I imagine the relationship Jenny has with her mother. Did Jenny, Sunny Jenny, have reservations about her mother too, or did they call each other best friends? Did Jenny tell her about losing her virginity, or having her first drink, or the first person who broke her heart? Did Jenny’s mother stroke her hair when she cried and pack perfect American lunches: peanut butter and jelly sandwiches cut in half with the crusts cut off, chocolate chip cookies still warm from the oven? Did Jenny’s mother let her host sleepovers whenever she wanted? Did Jenny’s mother show up at parties in the middle of the night with her bonnet on, dragging Jenny home because she didn’t tell her boys would be involved? Jenny’s mother doesn’t tell her to be careful, to always look over her shoulder, to watch out for white vans, to keep her mouth shut, so many words stuck inside her throat. Jenny’s free. Jenny doesn’t know shame.
Was Jenny given instructions on how to be a good daughter? Stand tall with your back erect, a straight pattern in which no fault line can be found. Use the fork and knife properly, the knife always in your right. Unravel the cloth napkin and place it on your lap. Chew slowly with your mouth shut tight. The hem of your skirt should be no higher than two inches above the knee. Watch me so you know how not to suffer. You will see what you could not come close to touching. Learn from what you cannot imagine. Learn from my mistakes, the ways in which I did not correct my body in time. Life can slip at the smallest moment, a pull on a loose thread that unravels the entire fabric. You may ask for nothing less than excellence. Nothing less than perfection.

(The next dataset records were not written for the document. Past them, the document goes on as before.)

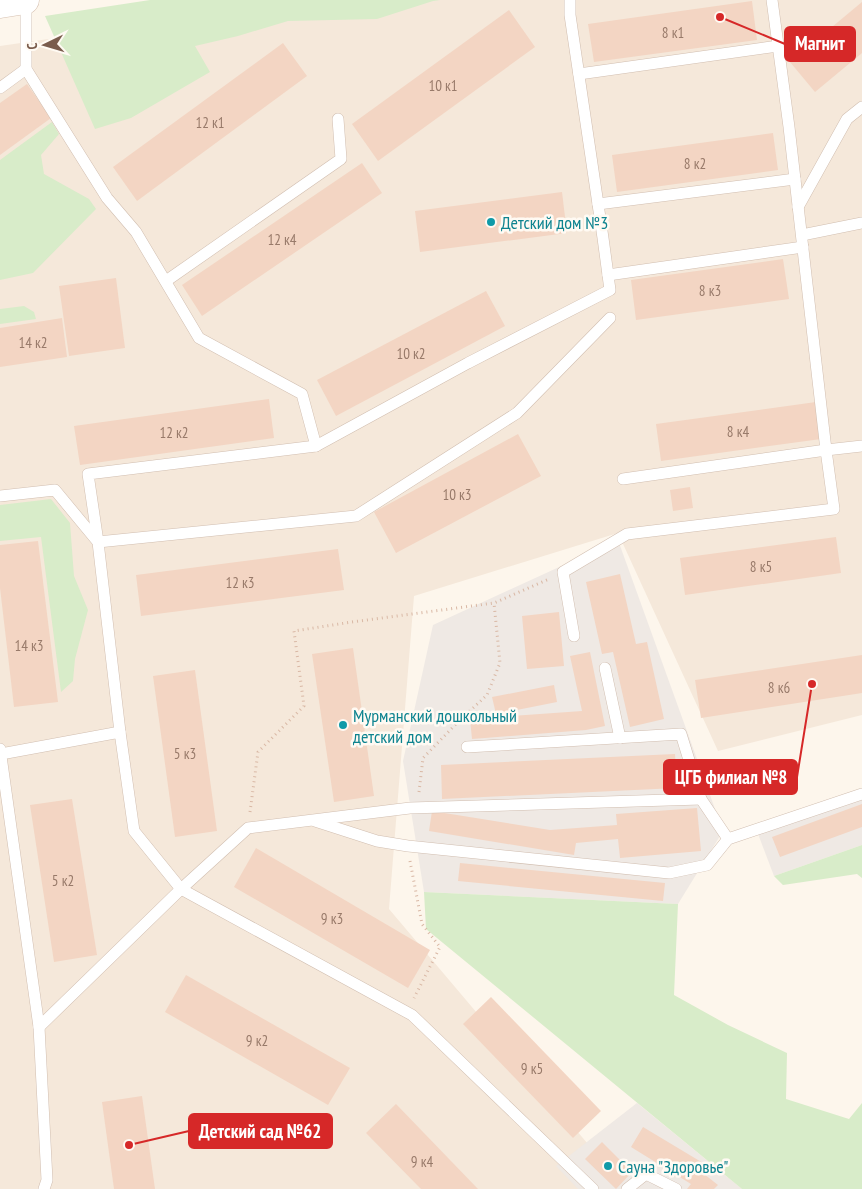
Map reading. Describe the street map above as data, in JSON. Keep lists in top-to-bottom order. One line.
{"places":["Магнит","Детский дом №3","ЦГБ филиал №8","Мурманский дошкольный детский дом","Детский сад №62","Сауна \"Здоровье\""],"house_numbers":["8 к1","10 к1","12 к1","8 к2","12 к4","8 к3","14 к2","10 к2","8 к4","12 к2","10 к3","8 к5","12 к3","14 к3","8 к6","5 к3","5 к2","9 к3","9 к2","9 к5","9 к4"],"north":"left"}
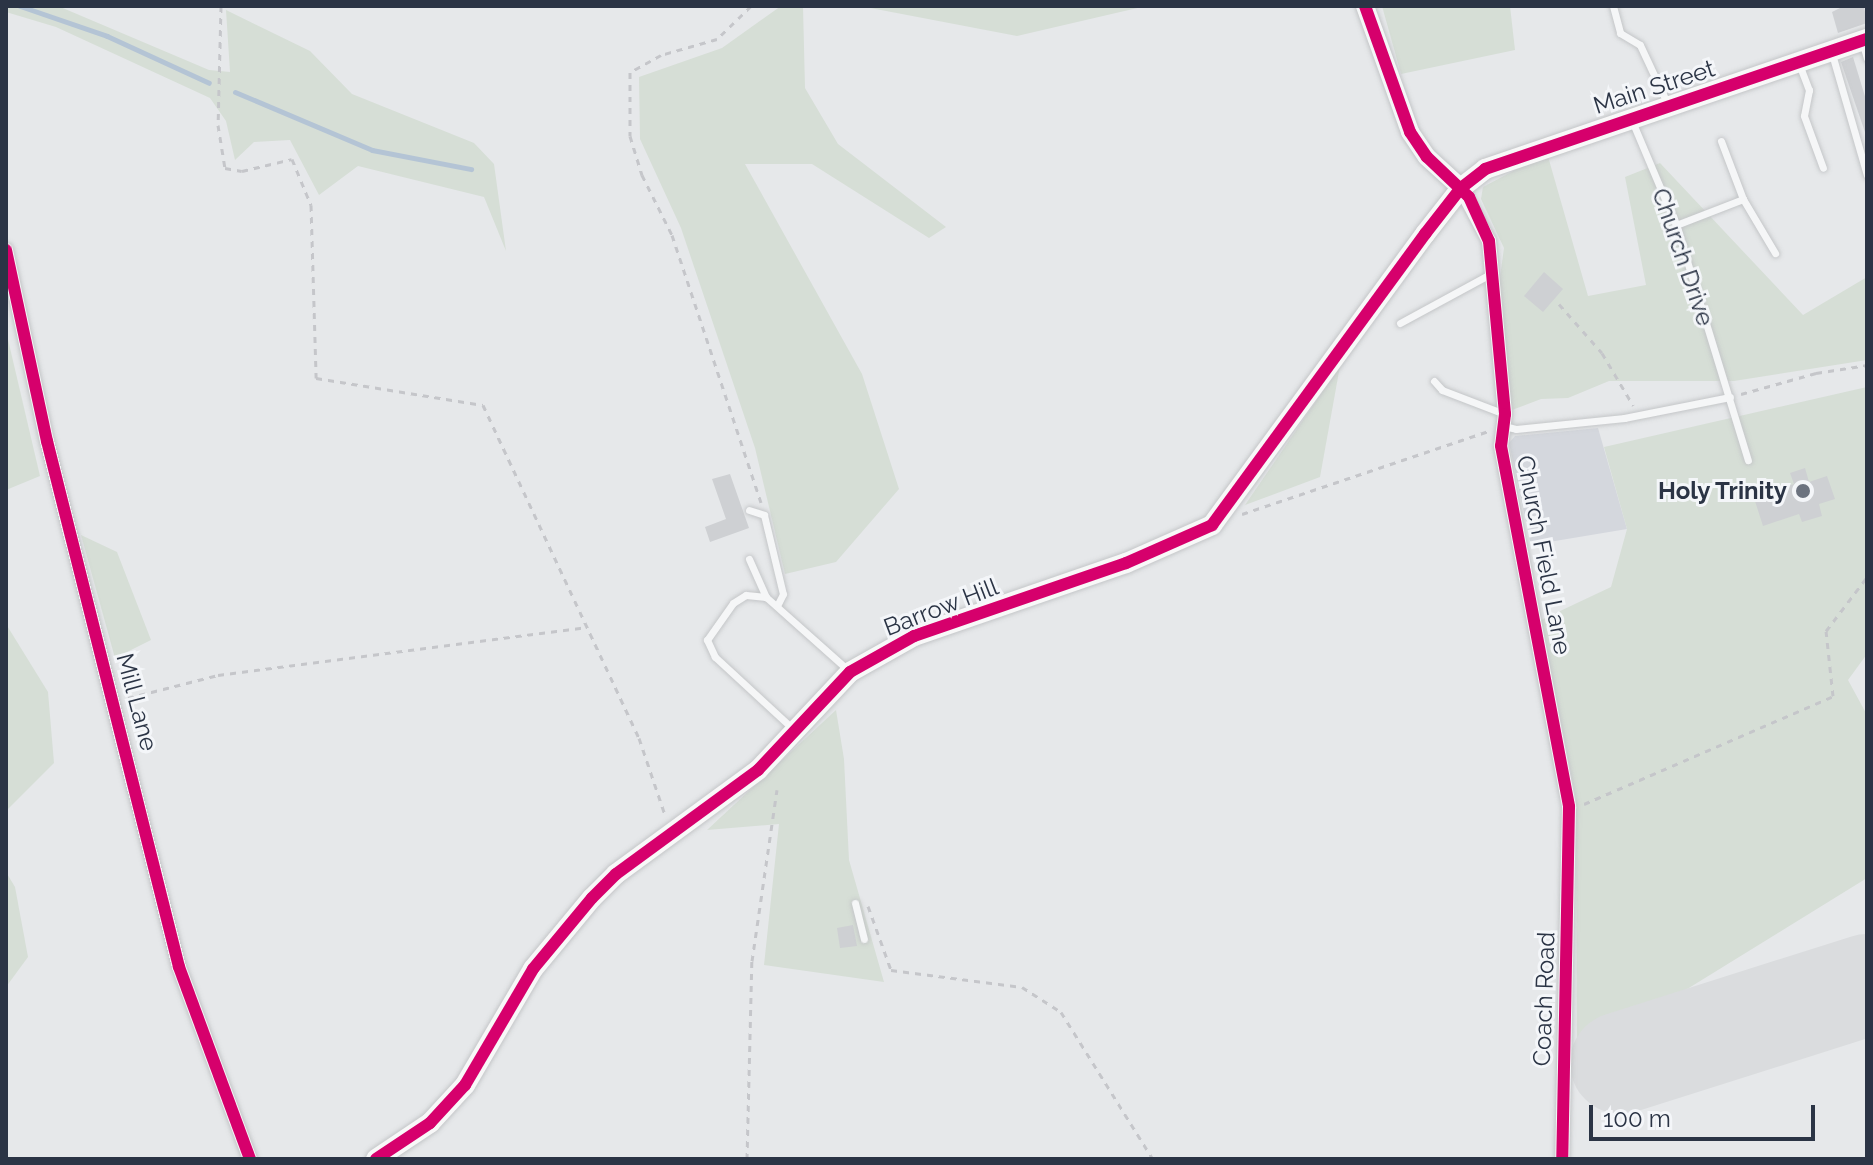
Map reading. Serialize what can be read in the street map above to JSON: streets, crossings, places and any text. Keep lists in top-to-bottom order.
{
  "streets": {
    "main road": ["Main Street", "Barrow Hill"],
    "street": ["Church Field Lane", "Mill Lane", "Coach Road"],
    "lane": ["Church Drive"]
  },
  "crossings": [
    ["Main Street", "Church Drive"],
    ["Main Street", "Church Field Lane"],
    ["Main Street", "Barrow Hill"],
    ["Church Field Lane", "Barrow Hill"],
    ["Church Field Lane", "Coach Road"]
  ],
  "places": ["Holy Trinity"],
  "scale_bar": "100 m"
}
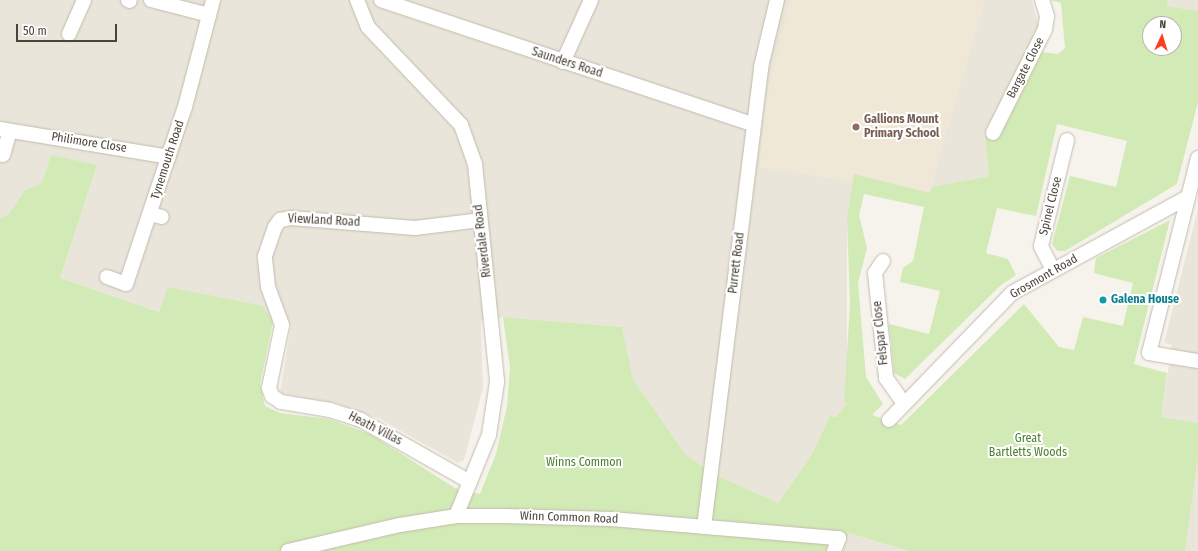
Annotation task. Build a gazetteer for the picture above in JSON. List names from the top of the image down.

My mother is asleep when I return to her room. There’s no sight of Jenny or my mother’s roommate. I wonder if she’s been discharged. The room’s stark plainness and lack of beauty exhausts me. Nowhere to look but my mother. Nowhere to escape to. I try to read but my eyes scan over the same paragraph again and again. I give up after the sixth time.
I wake to a strange static in my ears, a rustling that sounds like many whispers at once.
The room is completely dark besides dozens of pinpricks of light coming from the various machines scattered around the room. It’s so dim I can hardly make anything out. The lines delineating each object blurred, everything one fuzzy outline.
The air starts to shimmer. Three figures blow into the room one by one, a trio of fluttering doves. They move about the room like wind. The air quivers in their wake. I can’t tell if they’re wearing clothes or if the clothing is really their skin, which swishes like silk and emits a soft glow.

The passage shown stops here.